Abstract
Background : Glucose-6-phosphate dehydrogenase (G6PD) deficiency
is a common X-linked enzyme disorder associated with hemolytic anemia
after exposure to certain medications or foods. Activity testing is the
gold standard for detecting G6PD deficiency; however, this test is
affected by various hematologic parameters. Clinical G6PDgenotyping is included in pharmacogenetic arrays and clinical sequencing
and may be reconciled with activity results.
Methods : Patients (n=1,391) enrolled on an institutional
pharmacogenetic testing protocol underwent clinical G6PDgenotyping for 164 G6PD variants. For the 446 patients with G6PD
activity results, algorithms were designed to assign G6PD status,
accounting for known interferences with the activity assay and forG6PD genotype results. We developed clinical decision support
alerts to inform prescribers when high-risk medications were prescribed,
warning of gene-drug interactions and recommending therapy alteration.
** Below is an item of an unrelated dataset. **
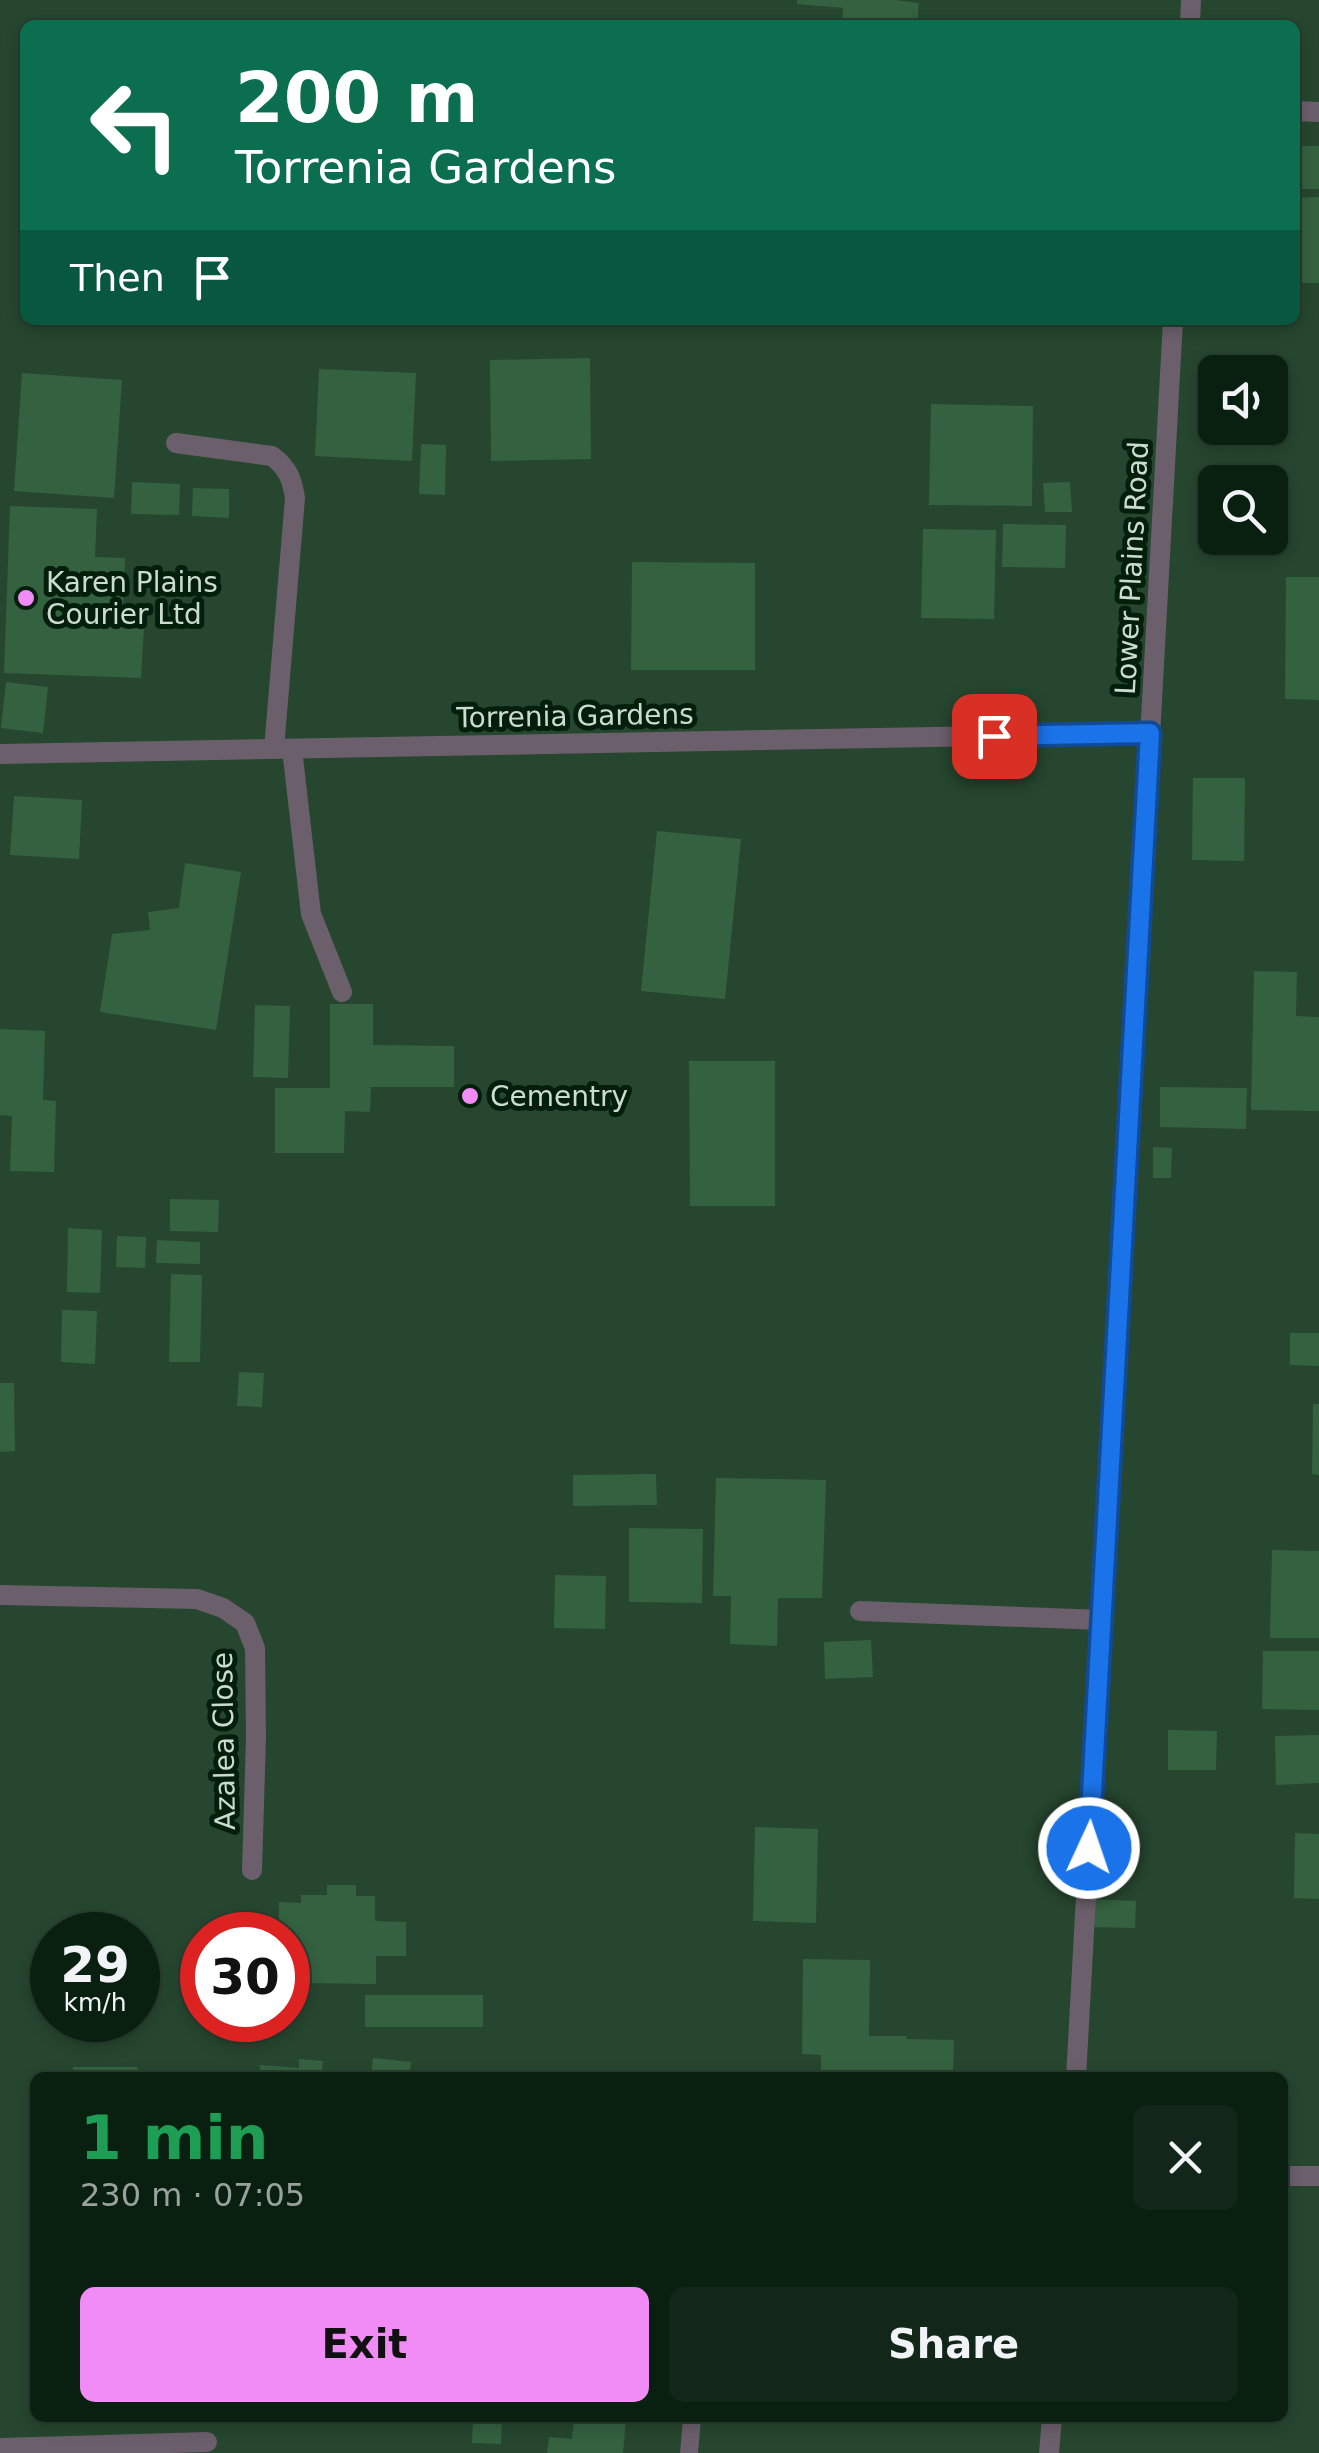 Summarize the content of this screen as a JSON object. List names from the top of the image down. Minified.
{"streets":{"street":["Lower Plains Road","Torrenia Gardens","Azalea Close"]},"crossings":[["Lower Plains Road","Torrenia Gardens"]],"places":["Karen Plains Courier Ltd","Cementry"],"page":{"turn":["200 m","Torrenia Gardens"],"then":"Then","speed":"29 km/h","limit":"30","heading":["1 min","230 m · 07:05"],"buttons":["Exit","Share"]}}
Results : Of 1,391 patients with genotype, 1,334 (95.9%)
patients were predicted to have normal G6PD activity, 30 (2.1%) were
predicted to have variable G6PD activity, and 27 (2%) were predicted to
have deficient G6PD activity. Of the 417 patients with a normal genotype
and an activity result, 415 (99.5%) had a concordant normal G6PD
phenotype. Of the 21 patients with a deficient genotype and an activity
result, 18 (85.7%) had a concordant deficient activity result.
Genotyping reassigned phenotype in 5 patients with discordant genotype
and activity results: 3 switched from normal to deficient, and 2
switched from deficient to normal.
Conclusion : G6PD activity and genotyping are two independent
testing methods which can be used in conjunction to assign a more
informed G6PD phenotype than either method alone.